Authored by Victoria Petkovic-Short
When you see a claim backed up by statistics, how do you know if it is true?
We are bombarded by statistics every single day, and, as we explore in our blog on “the problem with statistics”, they are given far more credibility and influence than they perhaps should be. As a key tool in the spread of misinformation, and the manipulation of the masses, here’s our quick start guide to working out whether a stat is true, or a load of old hokum…
Go back to the original source
Frequently, when you encounter a statistic, you’ll have seen it in an article, on a website, or read it on social media. The trouble is they are often selecting the statistic, or series of statistics that best support the point that they are trying to make (see also confirmation bias). Shock horror, they may even be making it up! That’s why it is essential to try and trace the original source of the data to see how credible it is and whether it demonstrates the point they are making, or whether you can draw different conclusions in the wider context. A quick way to do this is to check if the article cites the original source, then go to their website, or if they don’t, then copy the statistic, and paste it into a search tool to find a resource that does cite the original.
Can you trust the source?
Once you’ve found the original data, consider how trustworthy that source is. Who has produced the data? Why have they produced it? What was their aim for doing so? An academic journal that’s been peer-reviewed is far more likely to be a more reliable source than a business down the road doing a straw poll of its customers. Understanding the purpose of the data collection, and if you can find it the method of data collection, can help you understand whether it is true and representative.

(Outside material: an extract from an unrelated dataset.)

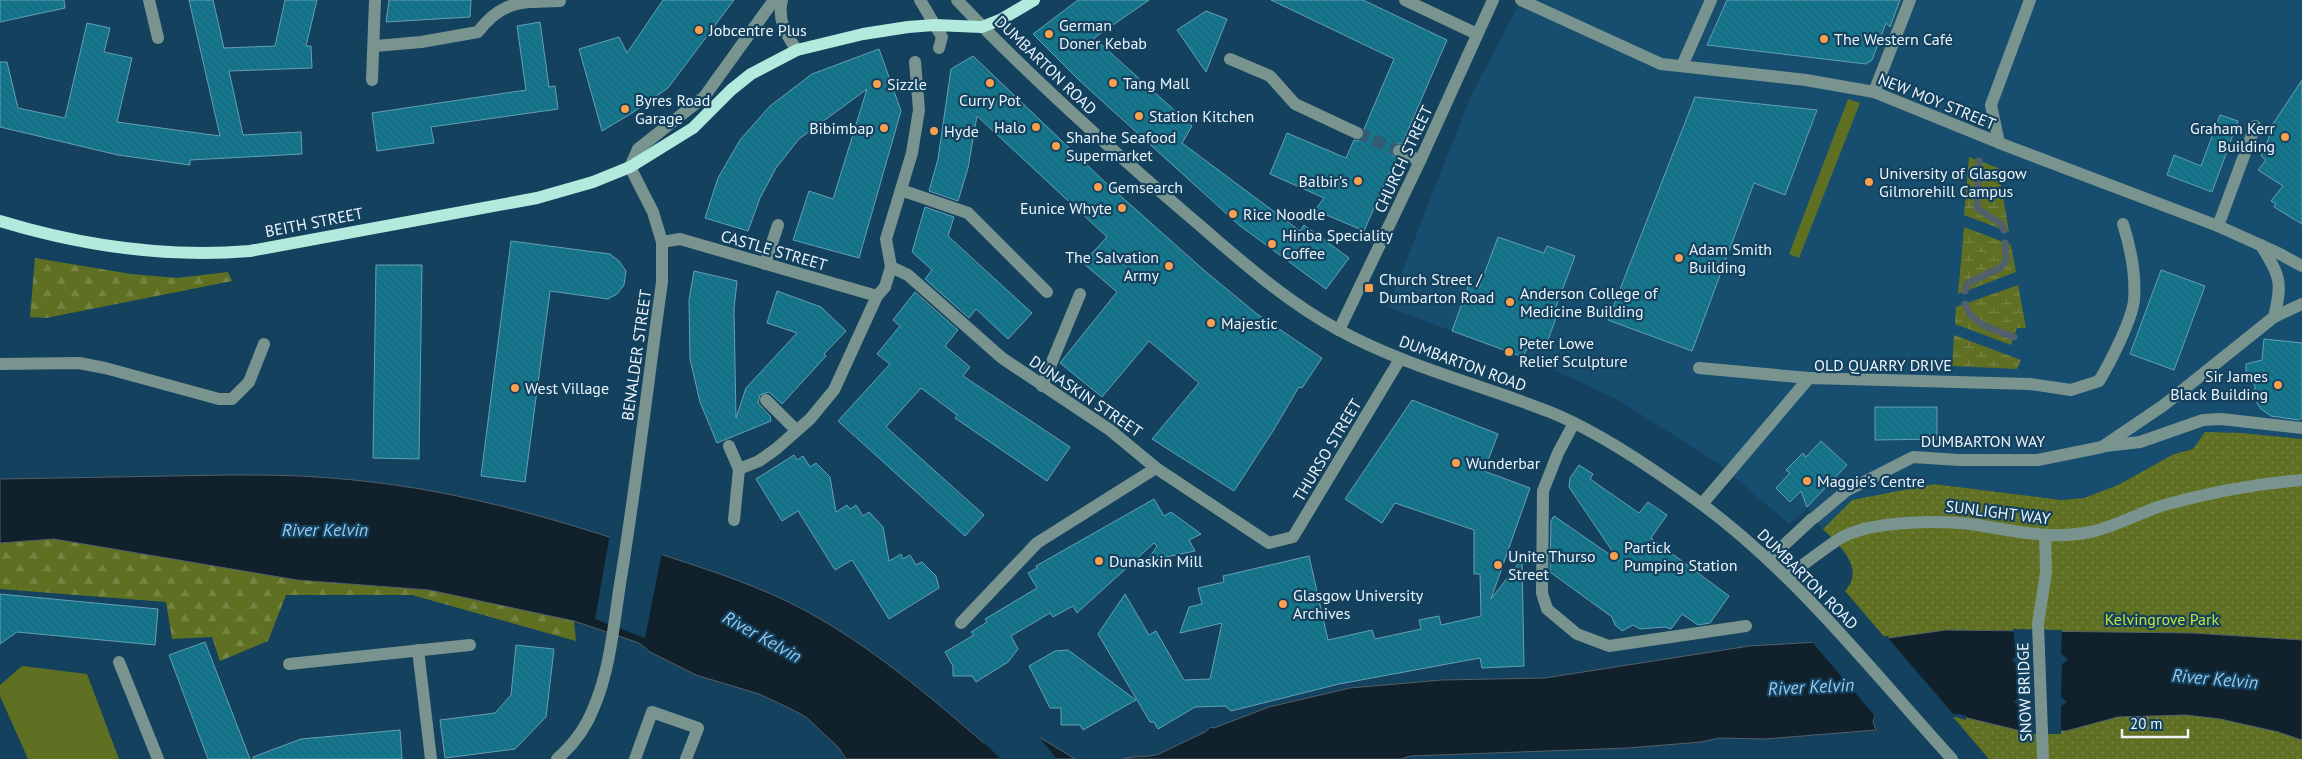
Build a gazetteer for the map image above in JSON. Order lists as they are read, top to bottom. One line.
{"streets":{"main road":["BEITH STREET"],"street":["DUMBARTON ROAD","NEW MOY STREET","CHURCH STREET","CASTLE STREET","BENALDER STREET","OLD QUARRY DRIVE","DUNASKIN STREET","DUMBARTON WAY","THURSO STREET","SUNLIGHT WAY","SNOW BRIDGE"]},"crossings":[["DUMBARTON ROAD","CHURCH STREET"],["DUMBARTON ROAD","BEITH STREET"],["DUMBARTON ROAD","OLD QUARRY DRIVE"],["DUMBARTON ROAD","DUMBARTON WAY"],["DUMBARTON ROAD","THURSO STREET"],["DUMBARTON ROAD","SUNLIGHT WAY"],["BEITH STREET","BENALDER STREET"],["CASTLE STREET","BENALDER STREET"],["DUNASKIN STREET","THURSO STREET"],["SUNLIGHT WAY","SNOW BRIDGE"]],"water":["River Kelvin"],"parks":["Kelvingrove Park"],"places":{"other":["Jobcentre Plus","German Doner Kebab","The Western Café","Curry Pot","Tang Mall","Sizzle","Byres Road Garage","Station Kitchen","Halo","Bibimbap","Hyde","Graham Kerr Building","Shanhe Seafood Supermarket","Balbir's","University of Glasgow Gilmorehill Campus","Gemsearch","Eunice Whyte","Rice Noodle","Hinba Speciality Coffee","Adam Smith Building","The Salvation Army","Anderson College of Medicine Building","Majestic","Peter Lowe Relief Sculpture","Sir James Black Building","West Village","Wunderbar","Maggie's Centre","Partick Pumping Station","Dunaskin Mill","Unite Thurso Street","Glasgow University Archives"],"transit":["Church Street / Dumbarton Road"]},"scale_bar":"20 m"}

For example, becoming a first-time mum last year, I fully immersed myself in the world of parenting, reading all sorts of content to try and ensure I do a fair to good job of raising my child. Along the way, I encountered numerous examples of just how important it is to understand the origin of statistics. For example, when deciding how early to introduce potty training, we came across the “when they’re ready” movement, which suggests that your child will indicate readiness for potty training, somewhere between the ages of two and four. This movement has been cited, recommended and shared across the world, via blogs, social posts, and numerous books, but being an insatiable reader, and challenging myself to think critically, I decided to trace the origins of the study that sparked it. Cue a few days research (when I actually had spare time before kids) and I eventually traced it back to an American child psychologist who purportedly studied a large group of children and came to this conclusion. The problem was, the same said child psychologist was actually sitting on the Board of Pampers Nappies at the time he produced said study, a company that would directly profit from an increase in the average length of time a baby is in nappies. Needless to say, my faith in the study fell apart shortly after.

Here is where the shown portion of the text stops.